Okay. So I think we've said that enough. yeah, and that's about it. So these
are really crude but it makes the point that all these elements are intermeshed to
help you when you need it and to be thinking of them as you're drawing and then to
lead to them. They'll all kind of interplay as a very helpful,
controlled way to draw, and you can get all the exaggeration you want and put all the
gesture you want into your drawing. But that doesn't mean the perspective shouldn't be helping you.
Alright. That was a long but I think it's good to
discuss this stuff in a casual manner. So that's our cone of vision
over there. Okay. Okay.
We'll go onto the next one.
at Lecture 2, Diagram 18.
And this one I've already laid out a little bit on here so I can get
going and be accurate as to what I'm saying to you
on this big piece of paper. We're gonna start with a side view
and we're gonna be at a five foot eye level, seven feet away from a picture
plane. And then right up next to the picture plane, going behind the picture plane, will be a three by
three by three foot cube. And we're gonna do that in side view, top view,
and then in perspective from the top view of the station point.
person. So the idea is, we're gonna do the side view and the top view and
the perspective view so we can relate them over and over again. If you get confused by these concepts
you can relate to this very simple setup because we're going to show you all three.
Okay. So the first one we're gonna do is we're gonna have a
person standing here.
And there's the ground plane so I'm just gonna draw that in.
Having to draw past the picture plane
which I'll explain in a second.
Okay. So that's the ground. Abbreviate that
ground plane. That's a side view so that's
just the ground he's standing on.
Realize I have to draw it darker than normal because of that
camera, so okay. And again,
that distance line, right from the eyes at a five foot level,
goes on and also goes on to infinity. So we'll go ahead and
do that idea.
That's our distance line. Let me.
And that's our picture plane and I'm gonna put
that as, like a piece of glass. So a little bit of thickness to it. There's the front.

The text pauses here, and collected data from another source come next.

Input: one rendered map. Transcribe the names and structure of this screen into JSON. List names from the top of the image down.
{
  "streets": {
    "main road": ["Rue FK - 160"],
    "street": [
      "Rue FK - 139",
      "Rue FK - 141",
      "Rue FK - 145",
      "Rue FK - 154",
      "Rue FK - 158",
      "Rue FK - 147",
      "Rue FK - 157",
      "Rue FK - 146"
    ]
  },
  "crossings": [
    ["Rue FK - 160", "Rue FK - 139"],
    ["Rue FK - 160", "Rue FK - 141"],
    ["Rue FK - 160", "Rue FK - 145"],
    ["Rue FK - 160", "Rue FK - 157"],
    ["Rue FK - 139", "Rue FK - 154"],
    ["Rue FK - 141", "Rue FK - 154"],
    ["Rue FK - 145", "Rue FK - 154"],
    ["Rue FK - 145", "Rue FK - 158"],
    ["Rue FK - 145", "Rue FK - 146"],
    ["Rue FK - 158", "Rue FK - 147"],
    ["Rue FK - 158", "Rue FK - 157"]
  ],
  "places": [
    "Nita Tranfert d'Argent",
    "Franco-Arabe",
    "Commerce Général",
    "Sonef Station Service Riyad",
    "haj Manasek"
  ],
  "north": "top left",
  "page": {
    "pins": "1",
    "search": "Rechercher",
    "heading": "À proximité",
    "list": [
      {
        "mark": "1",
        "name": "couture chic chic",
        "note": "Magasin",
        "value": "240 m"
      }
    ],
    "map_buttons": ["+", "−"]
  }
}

Alright, so that's our picture plane.
Alright. So let me count out seven feet.
three, four, five, six, seven to the picture
plane. Just the imaginary wall or flat surface, there it is.
Same distance to there. Five feet up. One,
two, three, four, five.
The goes up to six foot.
Alright, snap goes the little pencil.
Also, we're saying there is a three
by three by three cube right plush up against - or flush up against the
picture plane. So I'm gonna make that nice and dark.
One, two, three.
two, three. So I'll draw up about as far as we need to be.
And then we'll cast three feet from here. If we want
we'll double check it from our little T square ruler. Alright
one, two, three, so there's the mark.
So that cube is three feet high, three feet deep, three feet wide.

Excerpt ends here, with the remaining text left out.